The debate on Europe has ceased to be a reasoned debate, it seems more of a visceral struggle between deep-seated attitudes – prejudices if you like. So, if you don’t like UKIP’s prejudices, especially those of some of its candidates, try mine.
First, I am deeply prejudiced in favour of peace, and in favour of any institutions that make war less likely. The EEC and the EU have been spectacularly successful in creating, not just an absence of war, but a meaningful peace, in which people have been able to grow together. The process goes on.
One day in the 1980s, on a train between Paddington and Cardiff, the broadcaster, Wynford Vaughan Thomas, told me of wonderful journeys through eastern Europe that he had undertaken as a young man in the 1930s. He then dug out a sheet of paper from his bag and, with a fountain pen, drew a remarkably accurate and rather beautiful map of Europe – from John O’Groats to Istanbul – before plotting his youthful journey.
“It’s incredible to think that half that map has been off limits to me for decades,” he said, and he was right. He had reported from bombers over Berlin. He had advanced with allied troops through Italy. He had been into Belsen. The Iron Curtain offended him. He did not live to see it fall. If he had he would have raised a glass of very fine wine.
Anyone watching events in the Ukraine today, will realise how easily countries can fall into war. Echoes of Sarajevo in 1914. A miscalculation here, a misunderstanding there. Overt power, opaque motives. Local passions, continental consequences. A stable and peaceful Europe needs its institutions, however imperfect they may be.
Second, I am an unashamed pro-European, instinctively so. I had known it for a long time: the effect of Latin and French at school, boyhood hitch-hiking, history at college. My family and I have enjoyed and learned from the open continent. I even helped draft some sympathetic information leaflets during the 1975 referendum on Europe. But in 1997 I updated and refreshed my prejudice during six weeks away from Europe at a business school in Philadelphia.
I was in a group of forty people drawn from different industries from around the world. We were taught by some of the brightest brains around, but some of the lecturers were clearly proponents of fashionable neo-liberal theories that, a decade later, would lead to a financial catastrophe, the economic and social effects of which of our continent is still living through. They were adamant that the European social model was doomed. Only the American liberal model would work, they argued, urging us to follow the example of Asian countries, although some Asian currencies were crashing even as they spoke.
This led to fierce arguments between we Europeans and our American friends. If it was a choice between the American or European models, I knew instinctively which side I was on. I might not want to go the whole hog to a rather conformist Scandinavian solution, but I know – as most of us do – that libelling social solidarity as the next best thing to soviet communism is barking mad. It ends up with a Democratic President being demonised for trying to secure even a minimal degree of health insurance for 50 million of his people who had no safety net.

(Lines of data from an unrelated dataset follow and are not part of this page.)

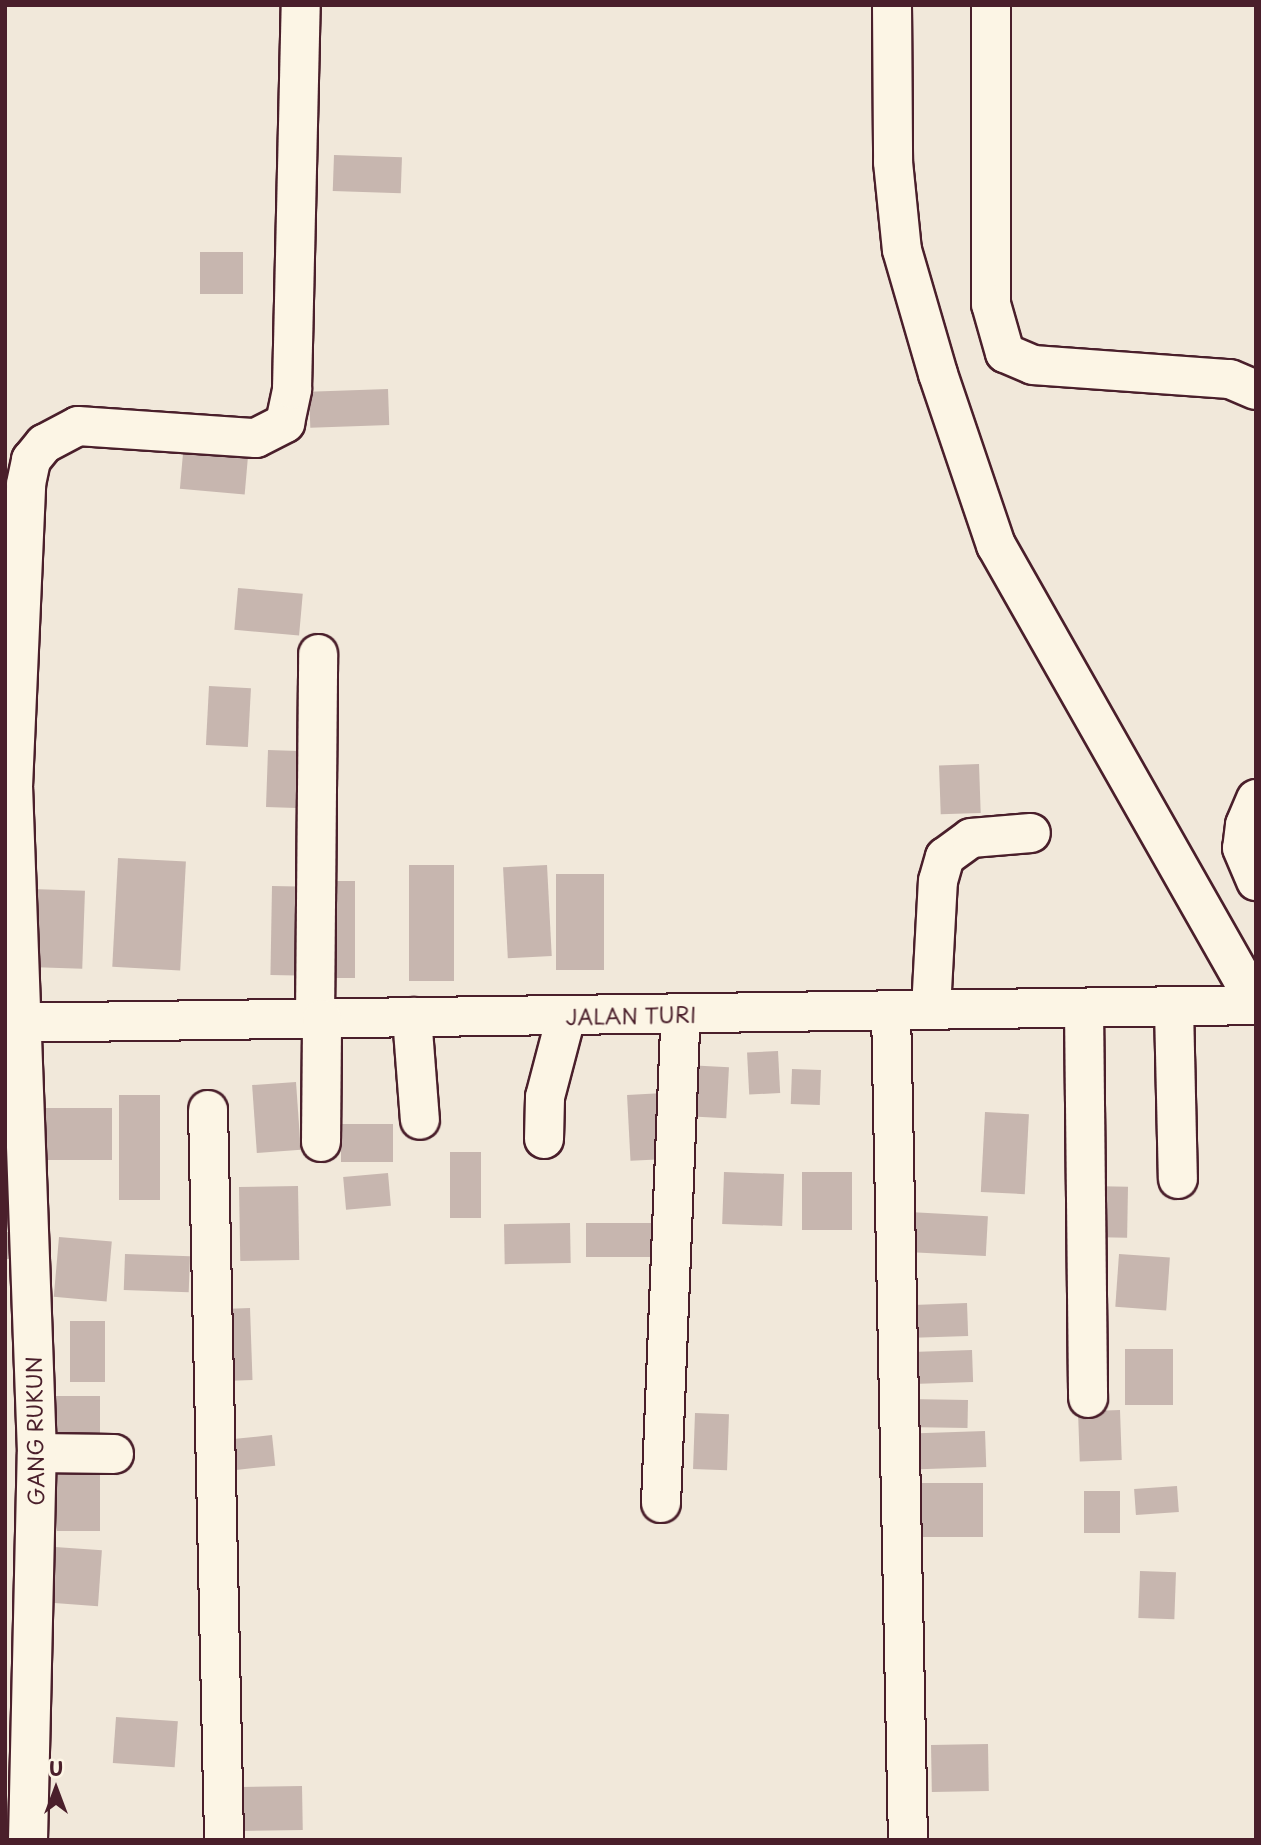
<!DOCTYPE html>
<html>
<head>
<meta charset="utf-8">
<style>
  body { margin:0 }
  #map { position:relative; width:1261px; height:1845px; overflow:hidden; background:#f1e8da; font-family:"Playpen Sans",sans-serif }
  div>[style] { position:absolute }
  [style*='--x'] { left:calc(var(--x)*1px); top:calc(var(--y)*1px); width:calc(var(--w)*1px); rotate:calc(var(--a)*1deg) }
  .building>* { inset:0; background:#c7b6af; transform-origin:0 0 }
  .roads { filter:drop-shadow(2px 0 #4a1f2b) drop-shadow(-2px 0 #4a1f2b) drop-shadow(0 2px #4a1f2b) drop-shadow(0 -2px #4a1f2b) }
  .minor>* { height:38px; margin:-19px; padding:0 19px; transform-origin:19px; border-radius:19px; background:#fcf5e5 }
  span { translate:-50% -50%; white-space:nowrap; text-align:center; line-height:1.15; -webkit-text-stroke:5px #fcf5e5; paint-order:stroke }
  .street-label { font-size:21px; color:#4a1f2b }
  .frame { position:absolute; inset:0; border:7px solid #4a1f2b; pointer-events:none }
  .north { position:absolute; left:21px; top:1754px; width:70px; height:70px; -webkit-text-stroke:5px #fcf5e5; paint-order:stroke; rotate:0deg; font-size:19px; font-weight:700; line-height:28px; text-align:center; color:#4a1f2b }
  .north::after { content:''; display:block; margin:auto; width:24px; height:32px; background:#4a1f2b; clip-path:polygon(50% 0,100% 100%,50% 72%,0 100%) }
</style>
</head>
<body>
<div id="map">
  <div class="building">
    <div style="left:334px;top:155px;width:68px;height:36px;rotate:2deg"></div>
    <div style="left:200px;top:252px;width:43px;height:42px"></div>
    <div style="left:388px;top:389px;width:36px;height:79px;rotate:88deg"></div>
    <div style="left:184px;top:442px;width:65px;height:47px;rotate:5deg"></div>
    <div style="left:238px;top:588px;width:65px;height:42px;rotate:5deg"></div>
    <div style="left:209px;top:686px;width:42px;height:59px;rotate:3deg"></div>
    <div style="left:268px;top:750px;width:38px;height:57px;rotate:2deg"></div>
    <div style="left:979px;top:764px;width:49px;height:40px;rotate:88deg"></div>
    <div style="left:118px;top:858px;width:68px;height:109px;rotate:3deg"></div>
    <div style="left:409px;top:865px;width:45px;height:116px"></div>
    <div style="left:547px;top:865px;width:91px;height:44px;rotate:87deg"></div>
    <div style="left:604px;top:874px;width:96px;height:48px;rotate:90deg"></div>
    <div style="left:325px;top:881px;width:30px;height:97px"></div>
    <div style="left:272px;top:886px;width:39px;height:89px;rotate:1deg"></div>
    <div style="left:32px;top:889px;width:53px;height:78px;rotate:2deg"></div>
    <div style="left:778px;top:1051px;width:42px;height:31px;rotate:87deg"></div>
    <div style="left:686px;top:1065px;width:43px;height:51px;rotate:3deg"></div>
    <div style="left:792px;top:1069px;width:29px;height:35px;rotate:2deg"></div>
    <div style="left:296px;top:1082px;width:68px;height:44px;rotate:86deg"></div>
    <div style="left:664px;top:1093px;width:66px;height:37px;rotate:87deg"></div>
    <div style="left:119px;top:1095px;width:41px;height:105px"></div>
    <div style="left:38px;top:1108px;width:74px;height:52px"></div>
    <div style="left:985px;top:1112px;width:44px;height:80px;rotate:3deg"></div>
    <div style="left:341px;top:1124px;width:52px;height:38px"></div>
    <div style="left:450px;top:1152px;width:31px;height:66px"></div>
    <div style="left:724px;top:1172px;width:60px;height:52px;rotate:2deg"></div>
    <div style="left:802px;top:1172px;width:50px;height:58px"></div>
    <div style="left:388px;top:1173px;width:33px;height:45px;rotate:85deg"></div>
    <div style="left:298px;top:1186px;width:74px;height:59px;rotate:89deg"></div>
    <div style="left:1089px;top:1186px;width:39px;height:51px;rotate:1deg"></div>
    <div style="left:909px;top:1212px;width:79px;height:40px;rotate:3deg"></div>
    <div style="left:570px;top:1223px;width:40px;height:66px;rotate:89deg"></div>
    <div style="left:664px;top:1223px;width:34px;height:78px;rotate:90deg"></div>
    <div style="left:5px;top:1232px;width:12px;height:27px"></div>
    <div style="left:59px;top:1237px;width:53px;height:60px;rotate:5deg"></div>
    <div style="left:125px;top:1254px;width:65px;height:36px;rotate:2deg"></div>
    <div style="left:1119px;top:1254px;width:51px;height:53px;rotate:4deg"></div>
    <div style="left:967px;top:1303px;width:33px;height:54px;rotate:88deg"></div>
    <div style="left:250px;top:1308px;width:72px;height:34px;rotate:88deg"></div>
    <div style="left:70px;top:1321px;width:35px;height:61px"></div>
    <div style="left:1125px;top:1349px;width:48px;height:56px"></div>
    <div style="left:972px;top:1350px;width:32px;height:68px;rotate:88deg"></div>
    <div style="left:55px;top:1396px;width:45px;height:55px"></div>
    <div style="left:907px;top:1399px;width:61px;height:28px;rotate:1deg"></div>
    <div style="left:1120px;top:1410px;width:50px;height:42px;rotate:88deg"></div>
    <div style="left:695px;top:1413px;width:34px;height:56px;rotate:2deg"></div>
    <div style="left:985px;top:1431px;width:36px;height:74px;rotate:88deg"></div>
    <div style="left:272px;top:1435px;width:31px;height:44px;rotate:84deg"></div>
    <div style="left:57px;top:1471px;width:43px;height:60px"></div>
    <div style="left:921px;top:1483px;width:62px;height:54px"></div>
    <div style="left:1177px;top:1486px;width:26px;height:43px;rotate:86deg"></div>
    <div style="left:1084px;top:1491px;width:36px;height:42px"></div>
    <div style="left:55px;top:1547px;width:47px;height:56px;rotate:4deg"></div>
    <div style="left:1140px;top:1571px;width:36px;height:47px;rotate:2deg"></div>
    <div style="left:116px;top:1717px;width:62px;height:46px;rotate:4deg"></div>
    <div style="left:988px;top:1744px;width:47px;height:57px;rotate:89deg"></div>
    <div style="left:302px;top:1786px;width:44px;height:76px;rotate:89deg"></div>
  </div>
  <div class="roads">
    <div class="minor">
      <div style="--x:892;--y:5;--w:157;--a:89.6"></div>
      <div style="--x:893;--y:162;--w:88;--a:84.2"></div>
      <div style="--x:902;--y:250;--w:129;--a:73.8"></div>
      <div style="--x:938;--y:374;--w:181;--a:71.3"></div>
      <div style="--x:996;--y:545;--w:527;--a:60.42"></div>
      <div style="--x:991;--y:5;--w:299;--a:90"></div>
      <div style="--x:991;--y:304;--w:51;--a:74.1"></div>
      <div style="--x:1005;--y:353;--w:30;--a:23"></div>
      <div style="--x:1033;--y:365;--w:197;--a:4.1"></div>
      <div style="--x:1230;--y:379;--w:28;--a:23"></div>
      <div style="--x:1256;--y:799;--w:28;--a:113"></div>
      <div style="--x:1245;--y:825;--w:23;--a:97"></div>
      <div style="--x:1242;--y:848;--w:36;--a:67"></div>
      <div style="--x:1084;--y:1008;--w:390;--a:89.4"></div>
      <div style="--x:1174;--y:1008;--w:171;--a:88.7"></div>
      <div style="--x:931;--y:1009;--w:128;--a:-86.9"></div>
      <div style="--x:938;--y:881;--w:25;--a:-74"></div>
      <div style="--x:945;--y:857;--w:32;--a:-36"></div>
      <div style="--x:971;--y:838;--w:60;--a:-4.8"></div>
      <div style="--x:891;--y:1010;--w:830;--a:88.83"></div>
      <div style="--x:412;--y:1017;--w:103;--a:85.6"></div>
      <div style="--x:315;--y:1019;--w:365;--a:-89.5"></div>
      <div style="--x:5;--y:1023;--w:1251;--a:-0.82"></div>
      <div style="--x:208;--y:1110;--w:730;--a:88.74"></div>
      <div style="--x:544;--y:1139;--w:42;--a:-88.6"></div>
      <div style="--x:545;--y:1097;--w:83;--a:-75.3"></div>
      <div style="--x:321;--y:1142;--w:123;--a:-89.5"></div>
      <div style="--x:37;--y:1453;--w:77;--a:0.7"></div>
      <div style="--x:661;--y:1503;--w:489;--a:-87.7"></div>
      <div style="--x:28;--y:1840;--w:387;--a:-88.7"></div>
      <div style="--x:37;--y:1453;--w:666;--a:-92.06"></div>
      <div style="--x:13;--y:787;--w:303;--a:-87.5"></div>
      <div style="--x:26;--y:484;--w:25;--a:-78"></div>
      <div style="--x:31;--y:460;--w:21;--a:-51"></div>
      <div style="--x:44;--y:444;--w:38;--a:-28"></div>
      <div style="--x:78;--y:426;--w:178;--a:3.9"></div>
      <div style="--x:256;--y:438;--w:33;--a:-27"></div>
      <div style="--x:285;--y:423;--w:35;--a:-78"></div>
      <div style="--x:292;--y:389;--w:384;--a:-88.7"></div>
    </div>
  </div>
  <div class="street-label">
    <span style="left:631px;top:1015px;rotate:-1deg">JALAN TURI</span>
    <span style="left:34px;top:1431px;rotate:-91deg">GANG RUKUN</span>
  </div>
  <div class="frame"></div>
  <div class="north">U</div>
</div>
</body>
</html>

I dislike the harsh instincts that lie behind America’s ultra right wing Tea Party, and extend that dislike to those in this country who would push us in the same direction – towards ever smaller government and the diminishment of the public realm. Their victory would change the nature of my country more radically than any impact they allege from immigration.
Third, I am unshakeably prejudiced against those who propagate the big lie. This is the only description that one can attach to Mr Farage’s poster campaign: “26 million people in Europe are looking for work. And whose jobs are they after?” It is a brazen and calculated deception. It is the technique perfected by Josef Goebbels. Make the lie big enough and you put it beyond the possibility of proof. Create fear and suspicion, and a lot of people will look over their shoulder
It is not difficult to do, especially when people everywhere are already unsettled by the pace of change, by technologies that make their long learnt skills redundant, or global industries that can shift production to wherever in the world they can find the cheapest labour. Simplistic explanations are always easier to sell than complex ones, and never carry a health warning.
These fundamental uncertainties are, unfortunately, endemic. That is why Mr Farage – whose name is pronounced with a surprisingly French inflection – is not alone. He has his counterparts in almost every country, not all of whom exude his own back bar bonhomie. History, as well as our daily news, tells us that thuggery of the deed, is not far behind the disguised thuggery of the word.
Lastly, I am prejudiced against shifting the blame for our own sins of omission or commission onto others. That is what people do when they claim that the EU is the problem, rather than part of the solution. The EU gets the blame for all kinds of restrictions, when for years it has been the ‘gold-plating’ of EU directives by British civil servants that has been to blame. The present UK government has been trying to prevent its own officials doing this. If the EU is the problem, why have other member states been more effective in safeguarding ownership of their own key industries than ourselves? The beam is in our own eye.
There are plenty of things in the institutions of the EU that need reform, but in order to make the EU work better, rather than to protect the UK from some non-existent existential threat. After all, our own British institutions are hardly flawless conceptions. But it’s a pity that a constructive engagement with refining our continental tier of governance, will be drowned out in the next few weeks, by Mr. Farage’s display of narcissistic insecurities.